Ammonia permeation and plasticization of glassy polymeric membranes

Abstract

Ammonia (NH3) is a vital industrial chemical and a potential clean fuel, whose production is increasing globally. The permeation of ammonia through glassy polymeric membranes demonstrates considerable variability, due to hydrogen bonding with both the polymer and residual water. This study reveals the underlying mechanisms for ammonia permeability within membranes, which is strongly correlated with the presence of water and the polymer's chemistry. Three polymers with varying water/ammonia affinity were studied: poly (vinyl alcohol) (PVA), polysulfone (PSU), and Teflon AF 1600. Ammonia was found to readily plasticize PVA, with sorption isotherms that follow Henry's law at conditions below the nominal glass transition temperature. Residual water within the PVA membranes increased ammonia permeability by an order of magnitude greater than that observed for well-dried PVA, due to water-induced swelling. PSU, being hydrophobic, was unaffected by residual water, though ammonia permeability was clearly time-dependent with a 50 % reduction over 4 days.
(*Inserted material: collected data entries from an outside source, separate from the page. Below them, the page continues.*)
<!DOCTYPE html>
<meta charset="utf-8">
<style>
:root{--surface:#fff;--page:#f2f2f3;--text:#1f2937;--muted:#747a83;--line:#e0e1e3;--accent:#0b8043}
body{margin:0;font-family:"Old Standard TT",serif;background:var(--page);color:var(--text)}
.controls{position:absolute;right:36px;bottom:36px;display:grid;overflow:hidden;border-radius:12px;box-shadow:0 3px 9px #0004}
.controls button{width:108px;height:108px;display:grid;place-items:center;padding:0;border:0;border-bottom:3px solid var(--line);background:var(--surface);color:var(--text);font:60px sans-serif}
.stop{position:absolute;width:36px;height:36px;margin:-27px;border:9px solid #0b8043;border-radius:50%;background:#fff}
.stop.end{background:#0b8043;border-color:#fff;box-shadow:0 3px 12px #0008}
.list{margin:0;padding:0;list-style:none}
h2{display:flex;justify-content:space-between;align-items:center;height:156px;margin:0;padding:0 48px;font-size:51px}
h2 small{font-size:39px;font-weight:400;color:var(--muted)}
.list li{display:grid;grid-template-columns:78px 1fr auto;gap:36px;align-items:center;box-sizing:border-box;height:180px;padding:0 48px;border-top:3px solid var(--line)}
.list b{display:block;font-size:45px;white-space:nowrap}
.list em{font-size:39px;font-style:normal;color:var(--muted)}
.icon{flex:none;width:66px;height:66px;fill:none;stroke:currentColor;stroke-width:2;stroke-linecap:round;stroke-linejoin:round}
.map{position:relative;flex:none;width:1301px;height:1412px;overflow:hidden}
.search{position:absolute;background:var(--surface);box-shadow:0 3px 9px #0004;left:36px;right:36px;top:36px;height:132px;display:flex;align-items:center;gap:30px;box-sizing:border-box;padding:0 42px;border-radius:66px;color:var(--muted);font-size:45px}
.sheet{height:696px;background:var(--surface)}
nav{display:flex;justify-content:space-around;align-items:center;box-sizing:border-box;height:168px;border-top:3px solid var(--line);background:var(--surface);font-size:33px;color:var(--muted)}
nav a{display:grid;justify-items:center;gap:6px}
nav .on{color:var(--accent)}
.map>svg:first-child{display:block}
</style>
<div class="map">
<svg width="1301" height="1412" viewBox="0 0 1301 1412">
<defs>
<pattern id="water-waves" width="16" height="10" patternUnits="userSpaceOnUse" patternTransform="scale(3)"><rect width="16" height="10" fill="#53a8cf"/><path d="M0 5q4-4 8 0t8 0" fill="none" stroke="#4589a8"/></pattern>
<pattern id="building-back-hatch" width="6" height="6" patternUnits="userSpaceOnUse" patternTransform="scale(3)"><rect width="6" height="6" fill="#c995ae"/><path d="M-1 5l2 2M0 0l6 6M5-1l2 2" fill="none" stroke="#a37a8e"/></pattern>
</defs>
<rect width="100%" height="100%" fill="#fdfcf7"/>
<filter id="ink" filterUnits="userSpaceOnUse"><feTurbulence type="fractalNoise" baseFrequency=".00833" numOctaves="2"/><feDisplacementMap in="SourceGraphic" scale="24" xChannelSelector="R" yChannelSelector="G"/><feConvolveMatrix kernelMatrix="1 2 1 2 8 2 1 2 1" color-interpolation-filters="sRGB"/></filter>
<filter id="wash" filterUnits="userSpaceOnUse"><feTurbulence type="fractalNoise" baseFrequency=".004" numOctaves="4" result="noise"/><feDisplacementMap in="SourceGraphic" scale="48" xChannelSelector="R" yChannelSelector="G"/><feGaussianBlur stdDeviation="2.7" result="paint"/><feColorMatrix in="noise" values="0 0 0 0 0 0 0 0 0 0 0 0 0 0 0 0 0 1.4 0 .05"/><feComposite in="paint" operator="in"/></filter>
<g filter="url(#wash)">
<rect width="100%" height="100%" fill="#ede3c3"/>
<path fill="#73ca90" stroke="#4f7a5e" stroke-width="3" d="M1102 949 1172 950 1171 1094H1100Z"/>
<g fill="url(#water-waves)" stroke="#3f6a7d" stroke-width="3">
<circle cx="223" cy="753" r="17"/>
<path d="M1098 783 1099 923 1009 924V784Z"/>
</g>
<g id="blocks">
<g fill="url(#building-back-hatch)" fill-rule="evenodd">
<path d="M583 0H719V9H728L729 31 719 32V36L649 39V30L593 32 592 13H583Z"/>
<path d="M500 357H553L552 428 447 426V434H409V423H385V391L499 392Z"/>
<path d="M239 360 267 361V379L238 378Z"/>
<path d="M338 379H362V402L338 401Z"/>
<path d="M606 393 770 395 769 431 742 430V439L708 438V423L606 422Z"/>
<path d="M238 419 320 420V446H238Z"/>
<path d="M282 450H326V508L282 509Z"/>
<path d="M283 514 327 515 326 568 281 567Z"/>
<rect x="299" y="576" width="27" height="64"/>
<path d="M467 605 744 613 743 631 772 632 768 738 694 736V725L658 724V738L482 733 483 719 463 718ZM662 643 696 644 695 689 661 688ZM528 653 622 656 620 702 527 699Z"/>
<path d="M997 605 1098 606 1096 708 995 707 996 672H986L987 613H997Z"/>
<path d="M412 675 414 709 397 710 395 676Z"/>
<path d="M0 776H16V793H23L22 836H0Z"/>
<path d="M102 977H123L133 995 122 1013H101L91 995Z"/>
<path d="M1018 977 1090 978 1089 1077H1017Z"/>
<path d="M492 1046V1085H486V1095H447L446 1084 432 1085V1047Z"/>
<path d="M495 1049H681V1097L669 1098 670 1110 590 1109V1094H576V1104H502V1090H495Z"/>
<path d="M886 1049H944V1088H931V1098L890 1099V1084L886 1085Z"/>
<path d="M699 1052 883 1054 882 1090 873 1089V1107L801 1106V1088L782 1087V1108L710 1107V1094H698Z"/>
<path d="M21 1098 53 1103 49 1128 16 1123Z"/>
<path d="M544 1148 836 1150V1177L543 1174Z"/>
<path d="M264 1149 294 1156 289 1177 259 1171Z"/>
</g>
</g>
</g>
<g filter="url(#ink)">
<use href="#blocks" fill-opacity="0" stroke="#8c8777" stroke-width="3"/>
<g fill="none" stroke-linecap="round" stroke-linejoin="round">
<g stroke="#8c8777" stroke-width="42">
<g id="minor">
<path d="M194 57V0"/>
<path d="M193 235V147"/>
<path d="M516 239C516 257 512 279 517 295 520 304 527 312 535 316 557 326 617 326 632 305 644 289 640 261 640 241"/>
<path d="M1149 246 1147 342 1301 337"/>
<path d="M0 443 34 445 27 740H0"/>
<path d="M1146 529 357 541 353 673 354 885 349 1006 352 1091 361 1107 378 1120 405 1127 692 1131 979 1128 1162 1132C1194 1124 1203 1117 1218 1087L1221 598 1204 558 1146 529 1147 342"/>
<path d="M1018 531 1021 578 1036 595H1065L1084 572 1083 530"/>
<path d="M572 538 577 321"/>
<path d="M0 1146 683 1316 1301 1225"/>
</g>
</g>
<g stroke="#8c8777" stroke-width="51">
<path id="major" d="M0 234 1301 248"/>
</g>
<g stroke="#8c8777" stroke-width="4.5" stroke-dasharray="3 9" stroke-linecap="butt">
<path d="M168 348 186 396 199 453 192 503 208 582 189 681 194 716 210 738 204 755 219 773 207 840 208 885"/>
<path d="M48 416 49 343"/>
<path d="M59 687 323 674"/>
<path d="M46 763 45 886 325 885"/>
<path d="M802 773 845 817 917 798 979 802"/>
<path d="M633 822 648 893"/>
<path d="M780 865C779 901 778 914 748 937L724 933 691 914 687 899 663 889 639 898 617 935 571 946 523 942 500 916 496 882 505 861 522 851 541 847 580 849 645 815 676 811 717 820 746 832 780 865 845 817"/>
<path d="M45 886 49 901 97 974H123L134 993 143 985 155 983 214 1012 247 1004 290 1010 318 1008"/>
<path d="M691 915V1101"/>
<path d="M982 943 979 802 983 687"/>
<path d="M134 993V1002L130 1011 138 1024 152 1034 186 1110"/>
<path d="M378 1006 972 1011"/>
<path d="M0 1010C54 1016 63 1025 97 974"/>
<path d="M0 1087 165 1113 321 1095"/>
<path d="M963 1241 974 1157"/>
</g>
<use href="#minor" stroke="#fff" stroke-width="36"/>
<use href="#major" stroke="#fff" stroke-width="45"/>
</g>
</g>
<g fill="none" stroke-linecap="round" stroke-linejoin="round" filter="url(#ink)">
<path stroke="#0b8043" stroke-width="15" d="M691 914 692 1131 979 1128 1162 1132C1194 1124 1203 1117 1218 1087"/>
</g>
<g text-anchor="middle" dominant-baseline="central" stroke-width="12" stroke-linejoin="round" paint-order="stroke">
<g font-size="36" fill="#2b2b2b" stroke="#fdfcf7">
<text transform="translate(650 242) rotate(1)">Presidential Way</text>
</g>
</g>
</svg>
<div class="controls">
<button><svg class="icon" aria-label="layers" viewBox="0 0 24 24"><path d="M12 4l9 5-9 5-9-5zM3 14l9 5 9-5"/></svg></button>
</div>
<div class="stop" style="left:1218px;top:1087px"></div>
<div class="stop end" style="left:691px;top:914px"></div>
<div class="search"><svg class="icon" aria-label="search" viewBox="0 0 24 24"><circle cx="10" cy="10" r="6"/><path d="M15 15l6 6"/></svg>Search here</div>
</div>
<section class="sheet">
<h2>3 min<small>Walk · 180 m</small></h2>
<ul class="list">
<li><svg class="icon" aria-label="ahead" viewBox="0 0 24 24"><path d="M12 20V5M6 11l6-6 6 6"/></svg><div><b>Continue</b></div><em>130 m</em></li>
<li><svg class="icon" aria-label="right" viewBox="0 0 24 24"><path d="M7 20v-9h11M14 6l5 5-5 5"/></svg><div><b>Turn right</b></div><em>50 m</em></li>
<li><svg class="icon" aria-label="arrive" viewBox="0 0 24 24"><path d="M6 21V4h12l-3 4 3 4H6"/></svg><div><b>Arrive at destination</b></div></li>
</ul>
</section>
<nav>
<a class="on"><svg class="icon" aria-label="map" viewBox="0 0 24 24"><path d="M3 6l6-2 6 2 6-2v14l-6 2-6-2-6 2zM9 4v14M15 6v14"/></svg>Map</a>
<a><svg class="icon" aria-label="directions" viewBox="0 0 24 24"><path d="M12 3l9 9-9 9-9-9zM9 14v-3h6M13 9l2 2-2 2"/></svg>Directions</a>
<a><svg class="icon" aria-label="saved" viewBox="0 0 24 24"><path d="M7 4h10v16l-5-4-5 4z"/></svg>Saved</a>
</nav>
This was attributed to ammonia clustering within the ammonia phobic PSU, which resulted in pore-blocking. The superhydrophobic Teflon AF 1600 membrane demonstrated the same time dependent permeability behaviour, but at a much faster timescale of minutes rather than days. It is suggested that this relates to the rate of formation of ammonia clusters, which is dependent on the degree of ammonia sorption within the polymer.